This weekend was my sister’s birthday!
My sister came over to my place for the weekend and my bbf also came over so we could celebrate with nabe at home. I always say this but this is the ultimate healthy and delicious meal to have with friends and family in the wintertime. So so good.
And what is a birthday celebration without cake?
This year I went by Giotto, a pastry shop in Odakyu Shinjuku, and chose their citrus fruit cheesecake tart. I should have taken a picture before I stabbed all the candles in it because it was very pretty, but you’ll just have to take my word for it.

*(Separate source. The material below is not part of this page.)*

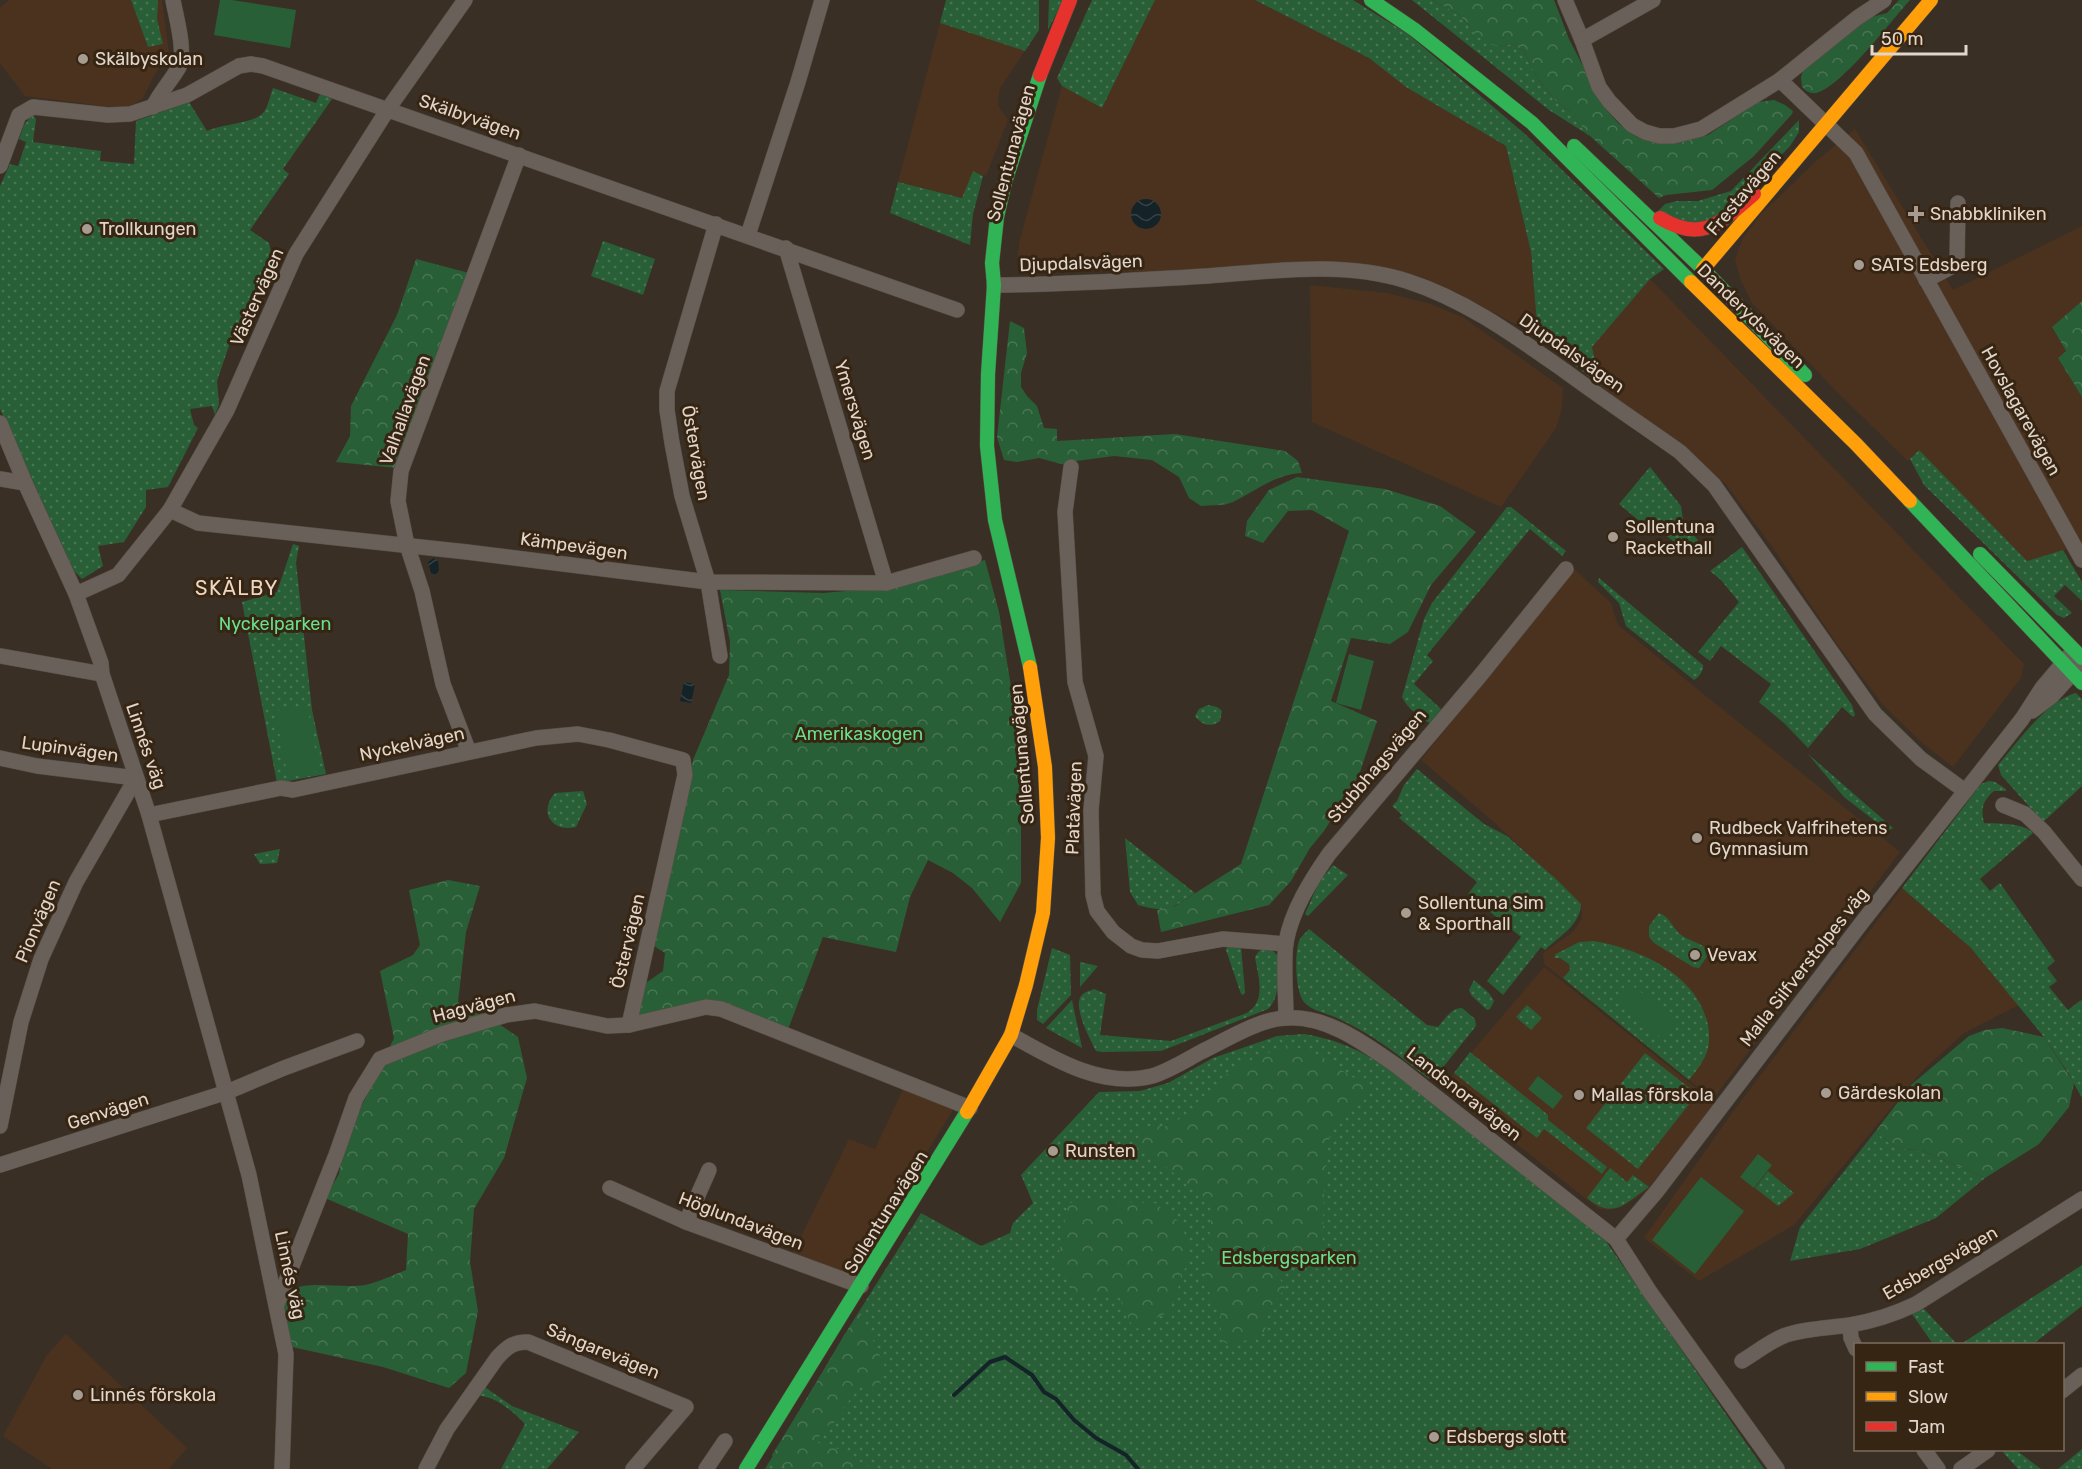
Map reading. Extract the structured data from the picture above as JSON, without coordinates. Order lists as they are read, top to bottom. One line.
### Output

It’s become something of a tradition to use the exact number of candles to celebrate my sister’s birthday. Last year’s cake almost ended up being a ball of fire so this year I got three different lengths of candles to diversify the flame. I think it was a good plan, nothing caught on fire. But the candles were a bit too skinny and some of them started doing yoga moves while we were taking pictures! 😀
Don’t you love that my sister claps her hands after blowing out her candles? (She’s a kindergarten teacher…it comes with the occupation. So cute.)
And the cake was delicious!
We spent the night just chatting away. And when I say night, I meant way into the night. We went to sleep around 4:30am…but I think that’s what a sleepover is all about. Especially when you’re celebrating a birthday!
Happy birthday, Yoko! May your year be filled with happiness and joy!!! x
PS: Isn’t it interesting how you congratulate someone’s birthday by saying, “Hope you have a great day!” in English, but you say something like, “Hope you have a wonderful year!” in Japanese? I noticed the difference when someone mentioned it to me. I’d written “素敵な一日でありますように！(Have a wonderful day!)” on a Japanese friend’s facebook page. When I went to see what other people had written, many were wishing her a wonderful year. Now I usually wish Japanese friends a full year of happiness but still stick to a day for my state-side friends (not that I’m wishing them any less of their happiness!). Which do you use often?